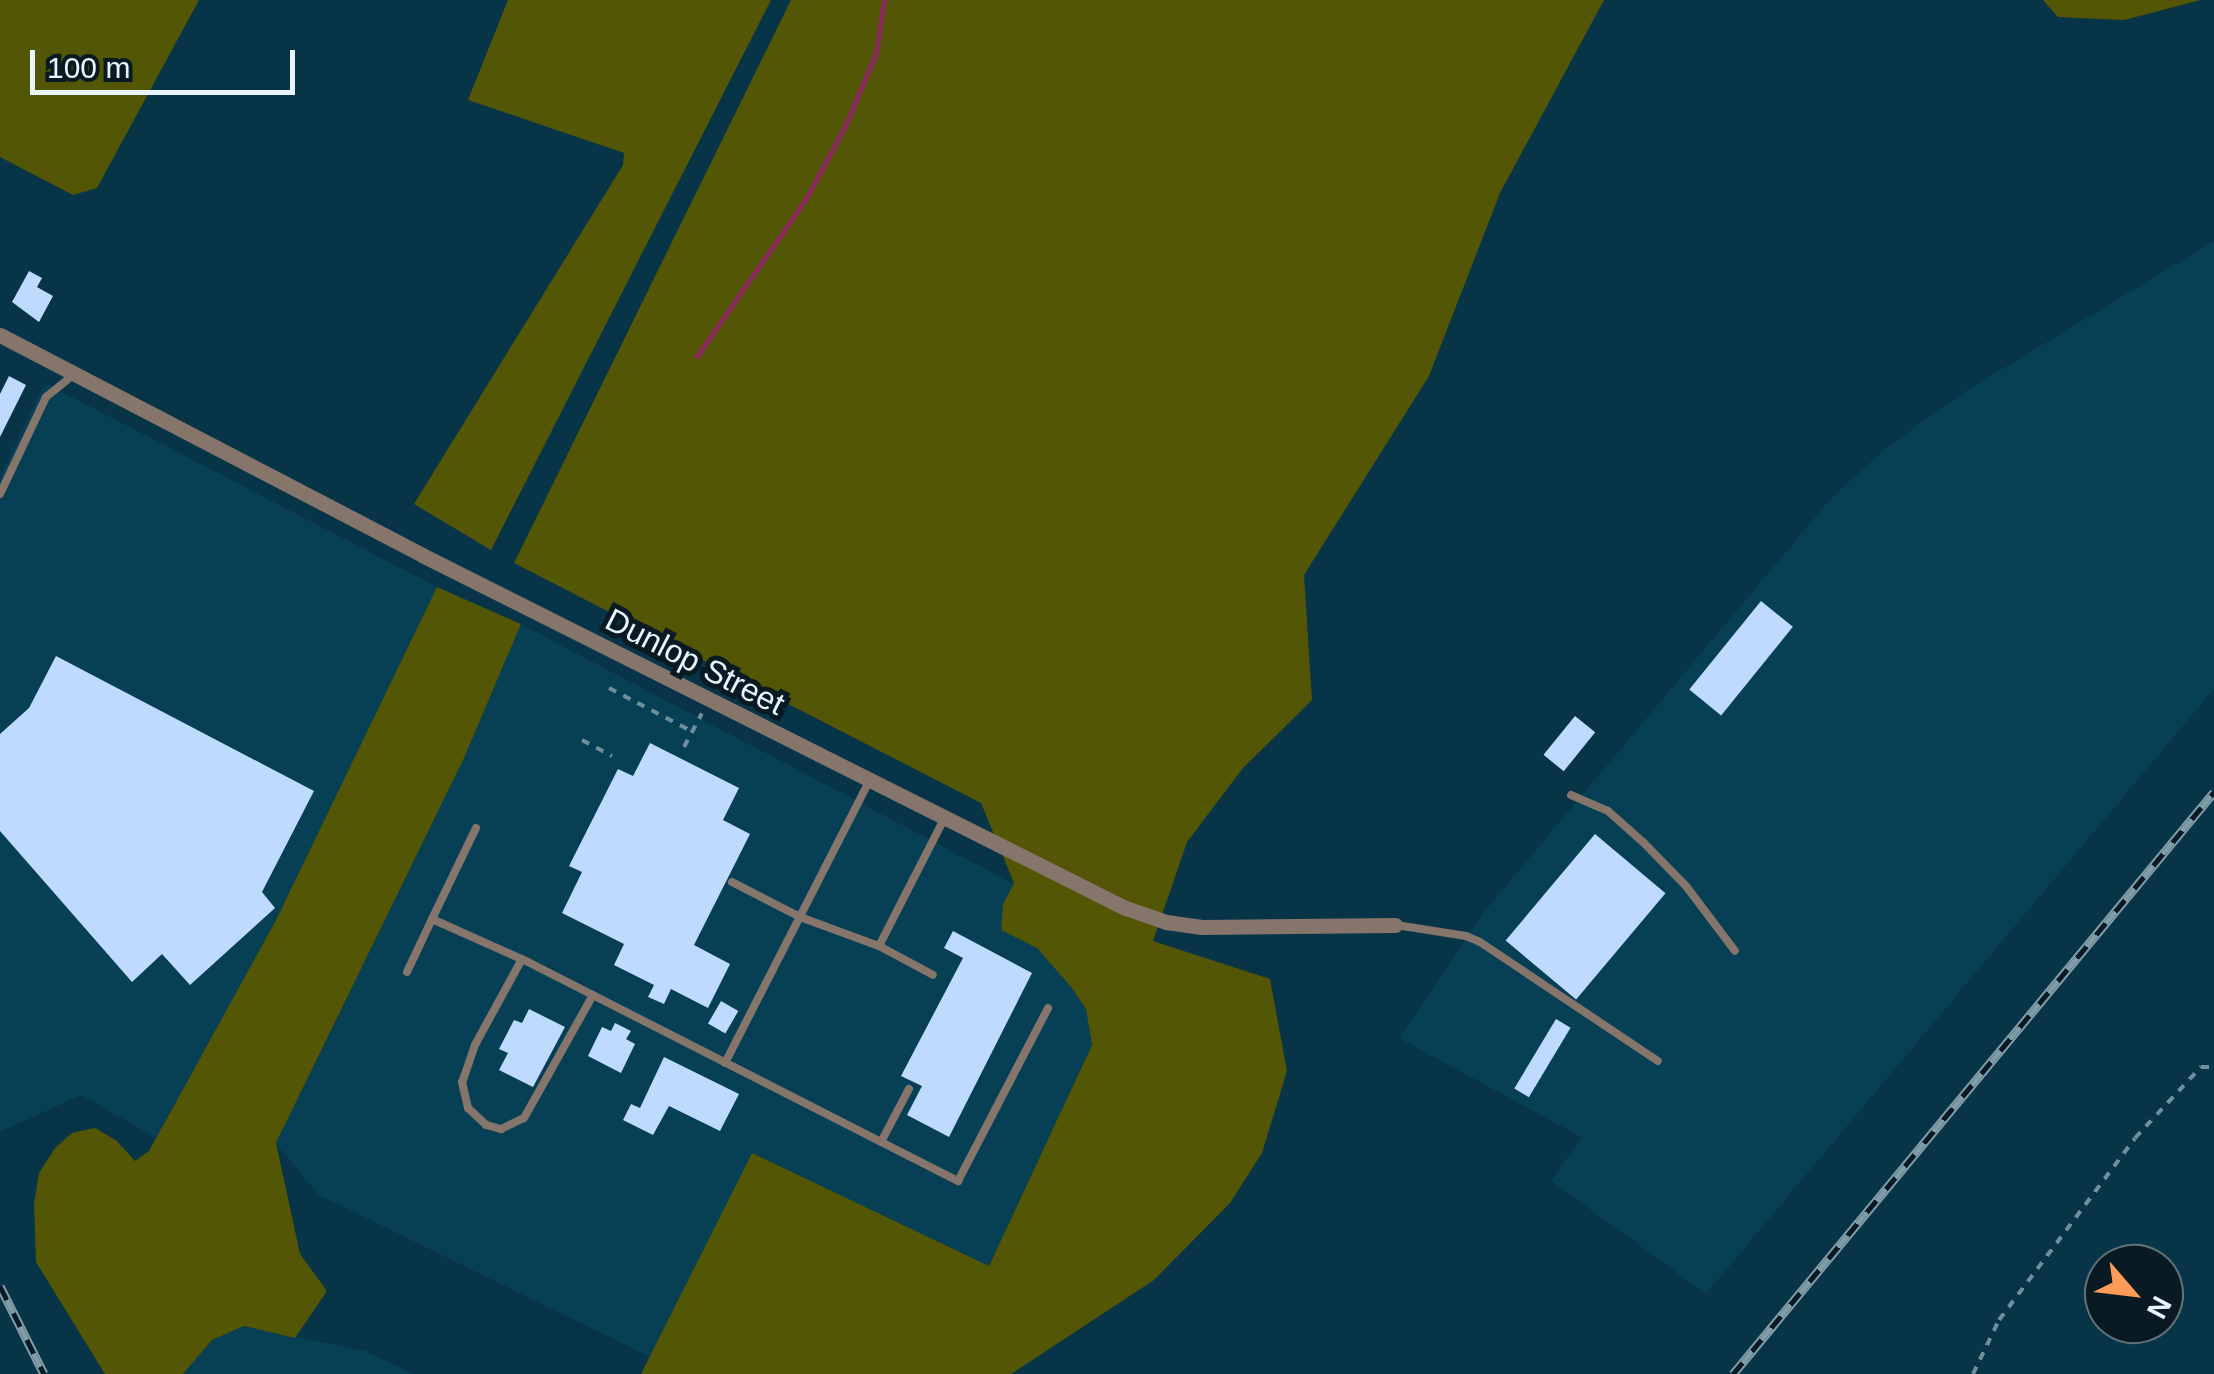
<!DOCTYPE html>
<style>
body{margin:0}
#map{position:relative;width:2214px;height:1374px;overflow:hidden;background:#083447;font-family:Arial,sans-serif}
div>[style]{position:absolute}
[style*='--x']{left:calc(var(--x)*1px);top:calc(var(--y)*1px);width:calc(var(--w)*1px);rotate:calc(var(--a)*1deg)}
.built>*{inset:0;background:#073f55}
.green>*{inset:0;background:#535604}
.stream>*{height:5px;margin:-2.5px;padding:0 2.5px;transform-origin:2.5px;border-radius:2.5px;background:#892b5b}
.building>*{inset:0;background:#bedbfd;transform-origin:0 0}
.path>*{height:4px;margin-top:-2px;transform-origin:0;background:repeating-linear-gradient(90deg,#718e9c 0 8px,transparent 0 16px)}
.lane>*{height:8px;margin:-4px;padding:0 4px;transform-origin:4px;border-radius:4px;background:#86756b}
.street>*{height:15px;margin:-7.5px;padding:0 7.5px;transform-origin:7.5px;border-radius:7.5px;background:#86756b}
.rail>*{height:9px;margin-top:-4.5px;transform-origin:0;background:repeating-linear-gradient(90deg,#091a22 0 15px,#819ca9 0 30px);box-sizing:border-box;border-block:2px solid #819ca9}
span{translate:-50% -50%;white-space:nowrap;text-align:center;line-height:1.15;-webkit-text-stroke:10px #091a22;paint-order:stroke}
.street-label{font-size:32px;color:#e8f5fc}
.north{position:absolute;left:2084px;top:1244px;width:100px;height:100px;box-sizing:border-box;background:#091a22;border:2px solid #627279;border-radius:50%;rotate:118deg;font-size:28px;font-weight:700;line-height:40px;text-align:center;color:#e8f5fc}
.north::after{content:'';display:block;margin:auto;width:35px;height:45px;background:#ff9b59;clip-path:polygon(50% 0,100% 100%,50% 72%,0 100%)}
.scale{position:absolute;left:30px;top:50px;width:265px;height:45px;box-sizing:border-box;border:5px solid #e8f5fc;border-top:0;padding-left:12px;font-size:30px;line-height:35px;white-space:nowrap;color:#e8f5fc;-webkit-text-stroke:8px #091a22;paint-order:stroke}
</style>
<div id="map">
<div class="built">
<i style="clip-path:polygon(2214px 241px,2214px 689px,1706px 1294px,1551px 1181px,1581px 1137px,1399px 1038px,1484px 912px,1832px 497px,1886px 448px,1964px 392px)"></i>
<i style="clip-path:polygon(45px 383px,437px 587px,276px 920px,156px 1138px,81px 1095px,0 1132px,0 477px)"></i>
<i style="clip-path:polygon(521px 624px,1014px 884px,1003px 904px,1001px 930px,1037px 948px,1071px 987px,1086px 1009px,1092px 1045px,989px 1266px,752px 1153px,650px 1357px,319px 1195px,276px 1144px,464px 758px)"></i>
<i style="clip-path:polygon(244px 1326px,365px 1351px,415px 1374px,183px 1374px,212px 1340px)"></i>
</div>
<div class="green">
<i style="clip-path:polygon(0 0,199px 0,97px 188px,73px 195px,0 157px)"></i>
<i style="clip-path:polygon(508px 0,771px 0,491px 550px,414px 504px,623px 165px,624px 153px,468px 100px)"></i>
<i style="clip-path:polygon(791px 0,1604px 0,1500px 193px,1429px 376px,1304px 575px,1312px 700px,1243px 768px,1187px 842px,1153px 941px,1270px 979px,1287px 1071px,1262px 1153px,1230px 1203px,1154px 1280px,1011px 1374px,641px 1374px,752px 1153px,989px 1266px,1092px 1045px,1086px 1009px,1071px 987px,1037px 948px,1001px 930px,1003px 904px,1014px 883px,981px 803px,514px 563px)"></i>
<i style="clip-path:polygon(2043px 0,2201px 0,2124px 20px,2058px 17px)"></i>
<i style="clip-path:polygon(437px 587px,521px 624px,464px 758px,276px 1143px,300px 1254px,327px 1291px,295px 1338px,244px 1326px,212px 1340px,183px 1374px,105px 1374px,36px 1262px,34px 1204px,39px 1173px,55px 1148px,72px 1133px,95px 1128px,117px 1141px,135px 1161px,149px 1151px,276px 920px)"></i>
</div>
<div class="stream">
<i style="--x:697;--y:356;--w:193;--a:-55.3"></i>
<i style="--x:807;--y:197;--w:83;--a:-61.9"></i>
<i style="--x:846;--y:124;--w:77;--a:-67.1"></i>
<i style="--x:876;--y:53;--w:54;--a:-81.4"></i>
</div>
<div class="building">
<i style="clip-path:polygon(29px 271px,42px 278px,37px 287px,53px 296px,39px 322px,12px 302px)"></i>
<i style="clip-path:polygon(9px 376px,26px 385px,0 437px,0 394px)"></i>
<i style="left:1761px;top:601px;width:41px;height:114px;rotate:39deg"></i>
<i style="clip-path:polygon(56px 656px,314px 791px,262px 892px,275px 908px,190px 985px,162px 954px,132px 982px,0 831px,0 734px,29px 708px)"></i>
<i style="left:1575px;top:716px;width:26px;height:50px;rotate:39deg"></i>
<i style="clip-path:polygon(650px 743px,739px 788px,723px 820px,750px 834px,694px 945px,730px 964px,708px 1008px,671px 989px,664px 1004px,648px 997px,654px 985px,614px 965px,624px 944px,562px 913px,582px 872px,569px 866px,618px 769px,633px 776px)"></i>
<i style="left:1595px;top:834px;width:92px;height:139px;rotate:40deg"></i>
<i style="clip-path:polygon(953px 931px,1032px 973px,949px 1137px,907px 1115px,922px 1086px,901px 1076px,963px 958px,944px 948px)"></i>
<i style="left:721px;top:1001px;width:20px;height:26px;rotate:30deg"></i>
<i style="clip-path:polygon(529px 1009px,565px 1027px,533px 1087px,499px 1070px,508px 1053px,499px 1049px,514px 1020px,522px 1023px)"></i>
<i style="left:1556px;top:1019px;width:17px;height:81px;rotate:31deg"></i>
<i style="clip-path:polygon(615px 1023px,631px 1031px,626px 1039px,635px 1044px,621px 1073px,588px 1056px,602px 1027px,611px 1031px)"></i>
<i style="clip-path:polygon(664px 1057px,739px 1094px,720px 1131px,669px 1106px,653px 1135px,623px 1120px,631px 1104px,640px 1108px)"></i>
</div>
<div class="path">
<i style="--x:609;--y:688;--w:95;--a:27.6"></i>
<i style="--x:582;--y:740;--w:34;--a:28"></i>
<i style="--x:684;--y:747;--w:38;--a:-62"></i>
<i style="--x:1973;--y:1374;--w:60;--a:-64.3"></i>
<i style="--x:1999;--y:1320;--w:227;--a:-53.2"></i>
<i style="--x:2135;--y:1138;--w:97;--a:-47.1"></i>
<i style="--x:2201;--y:1067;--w:13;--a:0"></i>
</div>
<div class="lane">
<i style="--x:0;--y:494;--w:107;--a:-64.6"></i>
<i style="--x:46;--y:397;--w:36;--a:-39"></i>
<i style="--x:1571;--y:795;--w:40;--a:23.4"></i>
<i style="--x:1608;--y:811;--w:47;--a:41.5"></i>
<i style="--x:1643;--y:842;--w:62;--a:45.7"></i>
<i style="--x:1686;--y:886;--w:81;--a:53"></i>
<i style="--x:476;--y:828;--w:101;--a:115.8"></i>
<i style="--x:432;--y:919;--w:105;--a:24.1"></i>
<i style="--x:528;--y:962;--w:483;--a:27"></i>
<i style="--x:958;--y:1181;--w:195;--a:-62.5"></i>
<i style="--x:732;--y:882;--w:76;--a:27.2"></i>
<i style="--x:800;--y:917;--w:84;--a:20.2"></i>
<i style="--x:879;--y:946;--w:61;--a:28.2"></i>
<i style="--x:1396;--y:925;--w:71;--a:8.9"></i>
<i style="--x:1466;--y:936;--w:15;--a:23"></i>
<i style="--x:1480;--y:942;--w:214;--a:33.8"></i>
<i style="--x:879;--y:946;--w:143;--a:-62.9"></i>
<i style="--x:522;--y:959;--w:98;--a:118.7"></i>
<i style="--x:475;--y:1045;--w:39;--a:109"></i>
<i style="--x:462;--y:1082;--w:27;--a:77"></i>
<i style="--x:468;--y:1108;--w:25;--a:43"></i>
<i style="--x:486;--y:1125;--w:16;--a:15"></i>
<i style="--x:501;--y:1129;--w:25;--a:-26"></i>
<i style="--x:524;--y:1118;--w:141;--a:-60.7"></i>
<i style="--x:407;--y:972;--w:59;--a:-64.7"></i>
<i style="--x:725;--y:1063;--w:317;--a:-62.9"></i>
<i style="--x:881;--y:1142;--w:60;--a:-62.2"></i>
</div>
<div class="street">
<i style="--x:0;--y:335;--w:476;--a:27.5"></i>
<i style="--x:422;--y:555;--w:784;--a:26.66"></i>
<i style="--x:1123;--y:907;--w:46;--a:19.2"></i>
<i style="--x:1166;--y:922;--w:36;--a:8"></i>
<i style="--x:1202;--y:927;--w:193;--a:-0.6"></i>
</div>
<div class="rail">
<i style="--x:0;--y:1286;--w:98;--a:63.4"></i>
<i style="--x:1733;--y:1374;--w:755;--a:-50.43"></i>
</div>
<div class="street-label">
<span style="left:695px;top:662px;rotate:27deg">Dunlop Street</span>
</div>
<div class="north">N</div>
<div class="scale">100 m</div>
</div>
------------
### What you need to do
Your task is to gather all lines from the entries above that hold the word "stream".

### Written answer
.stream>*{height:5px;margin:-2.5px;padding:0 2.5px;transform-origin:2.5px;border-radius:2.5px;background:#892b5b}
<div class="stream">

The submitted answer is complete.